Francine, 47, is, as she says, ‘the impressionist, the funny girl’ who became something of a poster girl for women of a certain age when, after stepping back from a promising showbusiness career to be a full-time mother, she returned to the stage to win the semi-final of Britain’s Got Talent (above) nine years ago

She covers her face with her hands to demonstrate. When she removes them, her eyes flash with fury as I ask if she’s confronted the woman involved. 

‘I don’t want to have anything to do with that woman,’ she says. ‘I don’t want to speak to her. I don’t want to see her. She’s nothing to me.

‘What sort of woman does that? It’s absolutely disgusting. I just think women like that have no shame. It’s him I’m really angry with and I have every right to feel that way.

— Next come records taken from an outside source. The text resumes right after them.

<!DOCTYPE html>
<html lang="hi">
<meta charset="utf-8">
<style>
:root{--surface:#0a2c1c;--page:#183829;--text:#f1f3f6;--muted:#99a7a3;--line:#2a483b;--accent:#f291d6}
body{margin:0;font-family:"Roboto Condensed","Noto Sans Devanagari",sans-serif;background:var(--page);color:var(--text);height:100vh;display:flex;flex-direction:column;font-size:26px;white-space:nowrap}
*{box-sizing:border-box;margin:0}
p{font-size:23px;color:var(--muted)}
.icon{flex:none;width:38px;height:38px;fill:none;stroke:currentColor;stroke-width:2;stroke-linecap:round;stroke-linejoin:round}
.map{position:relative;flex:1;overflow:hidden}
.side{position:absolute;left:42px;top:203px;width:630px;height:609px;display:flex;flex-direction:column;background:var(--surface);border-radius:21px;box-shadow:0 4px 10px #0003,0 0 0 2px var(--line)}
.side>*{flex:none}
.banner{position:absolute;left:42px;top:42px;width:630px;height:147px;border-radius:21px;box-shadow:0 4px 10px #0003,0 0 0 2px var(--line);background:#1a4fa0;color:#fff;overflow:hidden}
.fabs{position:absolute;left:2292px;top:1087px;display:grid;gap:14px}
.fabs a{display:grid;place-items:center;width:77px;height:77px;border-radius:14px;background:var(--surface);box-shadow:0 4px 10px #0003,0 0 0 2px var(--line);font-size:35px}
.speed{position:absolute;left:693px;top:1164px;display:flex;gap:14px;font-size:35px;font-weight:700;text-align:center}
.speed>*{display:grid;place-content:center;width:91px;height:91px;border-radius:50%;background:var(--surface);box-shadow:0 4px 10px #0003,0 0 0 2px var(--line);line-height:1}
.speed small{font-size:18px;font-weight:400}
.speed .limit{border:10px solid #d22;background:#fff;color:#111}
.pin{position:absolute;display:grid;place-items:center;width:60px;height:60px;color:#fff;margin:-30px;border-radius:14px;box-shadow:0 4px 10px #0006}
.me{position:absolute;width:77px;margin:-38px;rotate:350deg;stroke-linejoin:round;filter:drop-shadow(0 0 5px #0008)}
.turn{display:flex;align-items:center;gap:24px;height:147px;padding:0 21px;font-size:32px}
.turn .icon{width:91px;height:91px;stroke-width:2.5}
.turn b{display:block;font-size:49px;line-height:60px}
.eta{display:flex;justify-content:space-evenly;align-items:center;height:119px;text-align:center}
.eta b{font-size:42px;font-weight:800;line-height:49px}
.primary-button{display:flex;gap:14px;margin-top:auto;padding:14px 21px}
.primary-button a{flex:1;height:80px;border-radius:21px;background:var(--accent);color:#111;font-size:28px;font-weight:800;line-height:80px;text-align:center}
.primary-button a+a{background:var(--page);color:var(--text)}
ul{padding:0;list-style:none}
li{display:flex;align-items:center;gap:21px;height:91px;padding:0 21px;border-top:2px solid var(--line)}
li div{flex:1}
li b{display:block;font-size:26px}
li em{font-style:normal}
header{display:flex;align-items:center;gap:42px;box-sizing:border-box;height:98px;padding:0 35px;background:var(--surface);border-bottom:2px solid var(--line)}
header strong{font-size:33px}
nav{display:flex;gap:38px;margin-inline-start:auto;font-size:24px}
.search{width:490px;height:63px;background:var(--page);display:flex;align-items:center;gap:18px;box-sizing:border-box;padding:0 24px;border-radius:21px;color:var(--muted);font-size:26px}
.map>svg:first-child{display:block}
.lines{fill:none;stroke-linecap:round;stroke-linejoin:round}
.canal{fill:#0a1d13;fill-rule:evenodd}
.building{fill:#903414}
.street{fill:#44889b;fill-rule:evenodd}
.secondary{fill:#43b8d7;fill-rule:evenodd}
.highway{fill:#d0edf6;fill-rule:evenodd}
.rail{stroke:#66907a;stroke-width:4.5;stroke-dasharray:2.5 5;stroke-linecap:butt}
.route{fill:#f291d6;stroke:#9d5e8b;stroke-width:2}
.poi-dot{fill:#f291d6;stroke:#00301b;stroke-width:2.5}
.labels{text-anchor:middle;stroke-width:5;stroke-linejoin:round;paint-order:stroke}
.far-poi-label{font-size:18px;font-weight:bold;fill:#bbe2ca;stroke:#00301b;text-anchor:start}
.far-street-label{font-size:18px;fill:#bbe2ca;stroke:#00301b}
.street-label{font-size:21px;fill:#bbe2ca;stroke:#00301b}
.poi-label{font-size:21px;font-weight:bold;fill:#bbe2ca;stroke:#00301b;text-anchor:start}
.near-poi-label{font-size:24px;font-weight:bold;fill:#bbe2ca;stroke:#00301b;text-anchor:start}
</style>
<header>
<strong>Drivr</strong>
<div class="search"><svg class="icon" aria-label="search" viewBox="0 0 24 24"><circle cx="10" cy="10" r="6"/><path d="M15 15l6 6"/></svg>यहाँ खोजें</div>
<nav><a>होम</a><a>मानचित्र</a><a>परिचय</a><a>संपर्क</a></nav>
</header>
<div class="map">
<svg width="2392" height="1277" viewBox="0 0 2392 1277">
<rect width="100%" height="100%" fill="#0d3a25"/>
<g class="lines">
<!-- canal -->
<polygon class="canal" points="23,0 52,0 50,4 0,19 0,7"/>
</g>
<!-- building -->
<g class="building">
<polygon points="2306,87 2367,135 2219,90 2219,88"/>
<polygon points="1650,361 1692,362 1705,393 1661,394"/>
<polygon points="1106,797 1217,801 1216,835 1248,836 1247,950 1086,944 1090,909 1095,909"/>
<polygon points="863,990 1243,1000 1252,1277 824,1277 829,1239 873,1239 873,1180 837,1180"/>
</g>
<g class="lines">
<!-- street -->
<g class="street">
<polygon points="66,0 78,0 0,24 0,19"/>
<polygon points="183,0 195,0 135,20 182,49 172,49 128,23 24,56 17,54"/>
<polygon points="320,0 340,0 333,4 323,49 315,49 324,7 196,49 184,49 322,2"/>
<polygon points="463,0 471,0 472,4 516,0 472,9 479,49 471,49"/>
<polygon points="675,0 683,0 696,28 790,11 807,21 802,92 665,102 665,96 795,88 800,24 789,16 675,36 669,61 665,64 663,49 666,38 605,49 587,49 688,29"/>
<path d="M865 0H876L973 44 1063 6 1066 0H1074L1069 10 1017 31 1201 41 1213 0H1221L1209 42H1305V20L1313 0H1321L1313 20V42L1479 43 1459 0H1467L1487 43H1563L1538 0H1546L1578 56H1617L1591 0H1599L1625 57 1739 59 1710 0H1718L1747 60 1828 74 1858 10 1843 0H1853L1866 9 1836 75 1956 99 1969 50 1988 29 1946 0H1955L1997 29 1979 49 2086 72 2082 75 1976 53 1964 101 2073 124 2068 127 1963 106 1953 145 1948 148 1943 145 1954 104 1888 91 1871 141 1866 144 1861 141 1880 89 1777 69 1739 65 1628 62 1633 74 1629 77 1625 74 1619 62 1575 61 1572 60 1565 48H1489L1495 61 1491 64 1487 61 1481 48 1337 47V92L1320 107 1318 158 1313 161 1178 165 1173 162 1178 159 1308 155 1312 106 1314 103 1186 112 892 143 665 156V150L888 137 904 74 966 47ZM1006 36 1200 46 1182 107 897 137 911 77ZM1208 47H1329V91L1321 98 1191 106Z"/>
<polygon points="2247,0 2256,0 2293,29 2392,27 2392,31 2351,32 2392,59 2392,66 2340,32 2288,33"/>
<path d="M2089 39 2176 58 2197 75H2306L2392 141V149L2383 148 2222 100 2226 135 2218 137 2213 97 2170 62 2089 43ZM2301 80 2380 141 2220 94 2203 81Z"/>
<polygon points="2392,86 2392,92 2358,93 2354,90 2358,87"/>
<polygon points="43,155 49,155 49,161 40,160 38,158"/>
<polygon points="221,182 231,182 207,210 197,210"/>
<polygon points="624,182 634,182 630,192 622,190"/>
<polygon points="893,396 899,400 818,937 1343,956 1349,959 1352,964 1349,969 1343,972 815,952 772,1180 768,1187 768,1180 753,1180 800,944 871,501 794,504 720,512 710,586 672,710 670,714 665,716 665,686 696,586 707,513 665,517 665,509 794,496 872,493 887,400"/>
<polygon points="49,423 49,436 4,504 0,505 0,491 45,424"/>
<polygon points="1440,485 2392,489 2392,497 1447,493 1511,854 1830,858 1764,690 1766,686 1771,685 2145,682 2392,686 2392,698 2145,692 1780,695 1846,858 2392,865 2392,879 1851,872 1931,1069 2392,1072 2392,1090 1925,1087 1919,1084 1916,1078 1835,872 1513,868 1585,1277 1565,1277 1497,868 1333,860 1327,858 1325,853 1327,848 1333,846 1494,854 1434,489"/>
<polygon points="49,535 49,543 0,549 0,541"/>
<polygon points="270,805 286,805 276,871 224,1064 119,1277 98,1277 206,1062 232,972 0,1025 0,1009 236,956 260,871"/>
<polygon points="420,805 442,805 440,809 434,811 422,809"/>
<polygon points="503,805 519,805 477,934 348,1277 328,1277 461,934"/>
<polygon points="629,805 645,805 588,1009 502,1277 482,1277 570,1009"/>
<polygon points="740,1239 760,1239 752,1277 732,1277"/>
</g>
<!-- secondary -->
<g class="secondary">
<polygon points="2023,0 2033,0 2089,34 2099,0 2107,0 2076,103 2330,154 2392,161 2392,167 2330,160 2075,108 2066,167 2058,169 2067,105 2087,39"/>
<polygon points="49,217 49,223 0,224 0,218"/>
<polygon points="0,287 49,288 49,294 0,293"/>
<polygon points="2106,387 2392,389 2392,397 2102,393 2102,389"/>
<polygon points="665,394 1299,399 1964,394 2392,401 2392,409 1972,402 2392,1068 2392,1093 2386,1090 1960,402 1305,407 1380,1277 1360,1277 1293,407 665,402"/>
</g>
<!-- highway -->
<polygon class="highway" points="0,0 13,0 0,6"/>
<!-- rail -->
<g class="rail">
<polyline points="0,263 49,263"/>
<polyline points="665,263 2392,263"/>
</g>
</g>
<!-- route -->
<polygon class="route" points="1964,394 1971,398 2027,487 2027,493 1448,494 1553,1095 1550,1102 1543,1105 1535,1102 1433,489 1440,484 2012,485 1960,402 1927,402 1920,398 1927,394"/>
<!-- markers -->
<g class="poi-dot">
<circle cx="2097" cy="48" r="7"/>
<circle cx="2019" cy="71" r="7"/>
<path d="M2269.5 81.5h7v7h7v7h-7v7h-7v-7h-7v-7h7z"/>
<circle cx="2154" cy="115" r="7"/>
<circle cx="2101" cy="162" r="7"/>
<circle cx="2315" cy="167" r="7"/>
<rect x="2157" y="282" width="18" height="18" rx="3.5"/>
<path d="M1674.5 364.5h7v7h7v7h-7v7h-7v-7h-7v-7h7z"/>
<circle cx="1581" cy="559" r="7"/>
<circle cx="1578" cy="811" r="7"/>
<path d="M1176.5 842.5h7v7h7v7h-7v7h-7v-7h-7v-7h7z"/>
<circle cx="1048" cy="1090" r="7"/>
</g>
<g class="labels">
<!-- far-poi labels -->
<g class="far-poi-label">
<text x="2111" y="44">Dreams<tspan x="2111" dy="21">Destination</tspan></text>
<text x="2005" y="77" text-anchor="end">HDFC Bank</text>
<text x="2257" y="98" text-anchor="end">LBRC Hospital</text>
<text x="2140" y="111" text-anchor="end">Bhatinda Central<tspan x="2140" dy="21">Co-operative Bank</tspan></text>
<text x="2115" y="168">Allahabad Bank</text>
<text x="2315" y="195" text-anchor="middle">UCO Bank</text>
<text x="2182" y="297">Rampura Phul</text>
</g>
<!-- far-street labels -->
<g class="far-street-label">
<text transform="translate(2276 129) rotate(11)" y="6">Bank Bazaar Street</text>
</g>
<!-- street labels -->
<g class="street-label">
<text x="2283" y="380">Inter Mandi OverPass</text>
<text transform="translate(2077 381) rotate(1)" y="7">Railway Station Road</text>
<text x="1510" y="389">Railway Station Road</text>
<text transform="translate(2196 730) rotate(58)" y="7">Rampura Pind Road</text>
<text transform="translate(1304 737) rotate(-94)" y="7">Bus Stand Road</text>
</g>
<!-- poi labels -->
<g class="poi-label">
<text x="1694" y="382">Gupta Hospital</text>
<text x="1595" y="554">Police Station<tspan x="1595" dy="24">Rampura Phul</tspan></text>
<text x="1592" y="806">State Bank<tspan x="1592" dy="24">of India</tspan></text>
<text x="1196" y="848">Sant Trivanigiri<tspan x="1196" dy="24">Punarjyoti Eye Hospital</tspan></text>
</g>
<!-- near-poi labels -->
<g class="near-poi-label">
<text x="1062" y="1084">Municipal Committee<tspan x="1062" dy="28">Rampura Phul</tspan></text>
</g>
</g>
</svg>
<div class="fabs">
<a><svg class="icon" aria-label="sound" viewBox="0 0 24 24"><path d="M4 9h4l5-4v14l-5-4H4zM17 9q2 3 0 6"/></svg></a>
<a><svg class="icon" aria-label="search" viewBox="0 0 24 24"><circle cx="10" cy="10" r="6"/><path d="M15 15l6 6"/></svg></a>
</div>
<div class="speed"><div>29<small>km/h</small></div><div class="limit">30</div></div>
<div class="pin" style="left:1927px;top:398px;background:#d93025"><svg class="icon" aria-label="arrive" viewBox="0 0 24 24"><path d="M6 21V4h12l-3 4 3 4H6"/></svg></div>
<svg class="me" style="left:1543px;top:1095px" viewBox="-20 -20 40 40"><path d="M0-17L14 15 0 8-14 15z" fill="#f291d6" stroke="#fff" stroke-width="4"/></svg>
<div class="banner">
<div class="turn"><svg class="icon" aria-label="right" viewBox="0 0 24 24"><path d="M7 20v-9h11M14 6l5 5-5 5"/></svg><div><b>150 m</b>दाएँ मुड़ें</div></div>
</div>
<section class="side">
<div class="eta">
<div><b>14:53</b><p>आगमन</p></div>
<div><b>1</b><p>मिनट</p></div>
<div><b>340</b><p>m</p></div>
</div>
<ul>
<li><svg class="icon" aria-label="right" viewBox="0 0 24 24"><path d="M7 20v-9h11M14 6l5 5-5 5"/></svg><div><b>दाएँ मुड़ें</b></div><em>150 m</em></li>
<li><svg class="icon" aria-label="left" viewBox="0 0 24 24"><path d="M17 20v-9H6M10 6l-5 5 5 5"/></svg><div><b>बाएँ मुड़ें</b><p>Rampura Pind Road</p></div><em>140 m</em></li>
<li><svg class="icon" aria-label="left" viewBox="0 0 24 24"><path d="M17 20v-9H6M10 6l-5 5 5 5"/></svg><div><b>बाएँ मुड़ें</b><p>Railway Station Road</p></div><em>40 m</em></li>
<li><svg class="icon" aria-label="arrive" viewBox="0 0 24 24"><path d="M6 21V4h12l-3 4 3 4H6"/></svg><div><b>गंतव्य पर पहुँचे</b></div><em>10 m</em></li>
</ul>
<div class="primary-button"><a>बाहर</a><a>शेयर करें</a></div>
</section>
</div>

I’m not a crazy woman or a woman who would go crazy over nothing.’

Francine is staying with her cousin when we speak. 

She and Joel have been spending a few days each at the five-bedroom family home in Cuffley, Hertfordshire, with the children, but never together.

The last time she returned there after a few days respite at a spa hotel with her son, he had filled the house with chocolates, flowers and ‘little love notes’.

‘That got me,’ she says. 

‘For a minute, I forgot everything. I want to hug him — just wanted him to be there with me. I get moments like that a lot. I hate seeing him sad but, when I feel like that, I have to think: “Fran, get back to reality. That’s what he was doing.”

‘In the beginning, I wanted to see a lawyer and get a divorce. Now, I’ve said to him I’m willing to see a therapist with him.

‘First we need to sit down and talk this weekend. There are a lot of questions and a lot of things that need to be changed in our marriage. He needs to come off his phone. We’ve got to make time for each other — date more. We lost the romance.

‘But then I start feeling very anxious because I can’t bear the thought of living in the house with him. If he can lie about these things what else has he been lying about? The man I married was an honest, loving, sweet guy.

‘My disappointment with him is he should have said: “I’m not happy” instead of doing this to me. In my heart I don’t know if I’ll ever love anyone like I loved him and I don’t know how I would feel to see him with someone else.

‘But then I’m now asking myself would I trust anyone ever again? That’s the big question. I don’t know the answer. It’s crazy. Crazy. How can your life change like this in a second? How?’

It’s a question women – and men – have asked themselves time and again. There is never an easy answer.